» ACTIVITY: If an entry includes an image, drop the image and copy the rest verbatim.

GIVEN ENTRIES Block Start

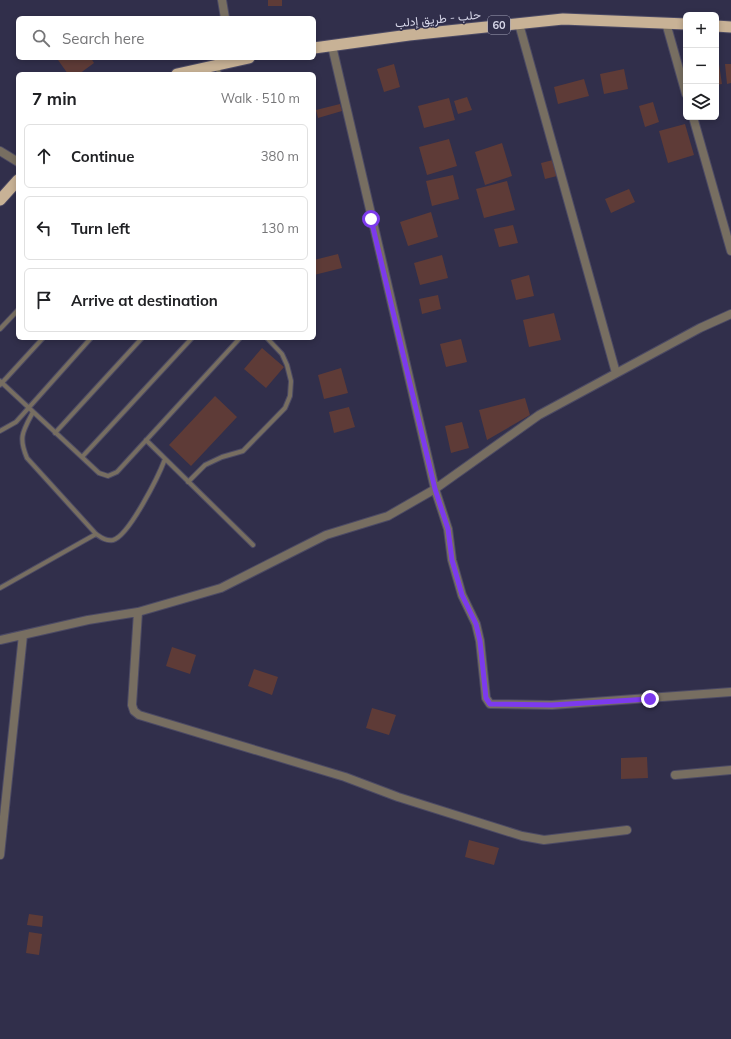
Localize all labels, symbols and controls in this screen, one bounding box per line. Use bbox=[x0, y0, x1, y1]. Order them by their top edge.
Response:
street label: حلب - طريق إدلب bbox=[394, 7, 482, 31]
map controls bbox=[683, 12, 719, 120]
button: + bbox=[683, 12, 719, 48]
search box bbox=[16, 16, 316, 60]
road number: 60 bbox=[488, 16, 510, 34]
icon: search bbox=[30, 27, 52, 49]
text: Search here bbox=[62, 29, 144, 48]
button: − bbox=[683, 48, 719, 84]
button: layers bbox=[683, 84, 719, 120]
text: 7 min bbox=[32, 88, 77, 109]
text: Walk · 510 m bbox=[221, 90, 300, 106]
icon: ahead bbox=[33, 145, 55, 167]
text: Continue bbox=[71, 147, 134, 166]
text: 380 m bbox=[261, 148, 299, 164]
route start bbox=[362, 210, 380, 228]
icon: left bbox=[33, 217, 55, 239]
text: Turn left bbox=[71, 219, 130, 238]
text: 130 m bbox=[261, 220, 299, 236]
icon: arrive bbox=[33, 289, 55, 311]
text: Arrive at destination bbox=[71, 291, 218, 310]
route end bbox=[641, 690, 659, 708]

GIVEN ENTRIES Block End

» RESPONSE TO THE EXERCISE:
Localize all labels, symbols and controls in this screen, one bounding box per line. Use bbox=[x0, y0, x1, y1]. Order them by their top edge.
Response:
street label: حلب - طريق إدلب bbox=[394, 7, 482, 31]
map controls bbox=[683, 12, 719, 120]
button: + bbox=[683, 12, 719, 48]
search box bbox=[16, 16, 316, 60]
road number: 60 bbox=[488, 16, 510, 34]
icon: search bbox=[30, 27, 52, 49]
text: Search here bbox=[62, 29, 144, 48]
button: − bbox=[683, 48, 719, 84]
button: layers bbox=[683, 84, 719, 120]
text: 7 min bbox=[32, 88, 77, 109]
text: Walk · 510 m bbox=[221, 90, 300, 106]
icon: ahead bbox=[33, 145, 55, 167]
text: Continue bbox=[71, 147, 134, 166]
text: 380 m bbox=[261, 148, 299, 164]
route start bbox=[362, 210, 380, 228]
icon: left bbox=[33, 217, 55, 239]
text: Turn left bbox=[71, 219, 130, 238]
text: 130 m bbox=[261, 220, 299, 236]
icon: arrive bbox=[33, 289, 55, 311]
text: Arrive at destination bbox=[71, 291, 218, 310]
route end bbox=[641, 690, 659, 708]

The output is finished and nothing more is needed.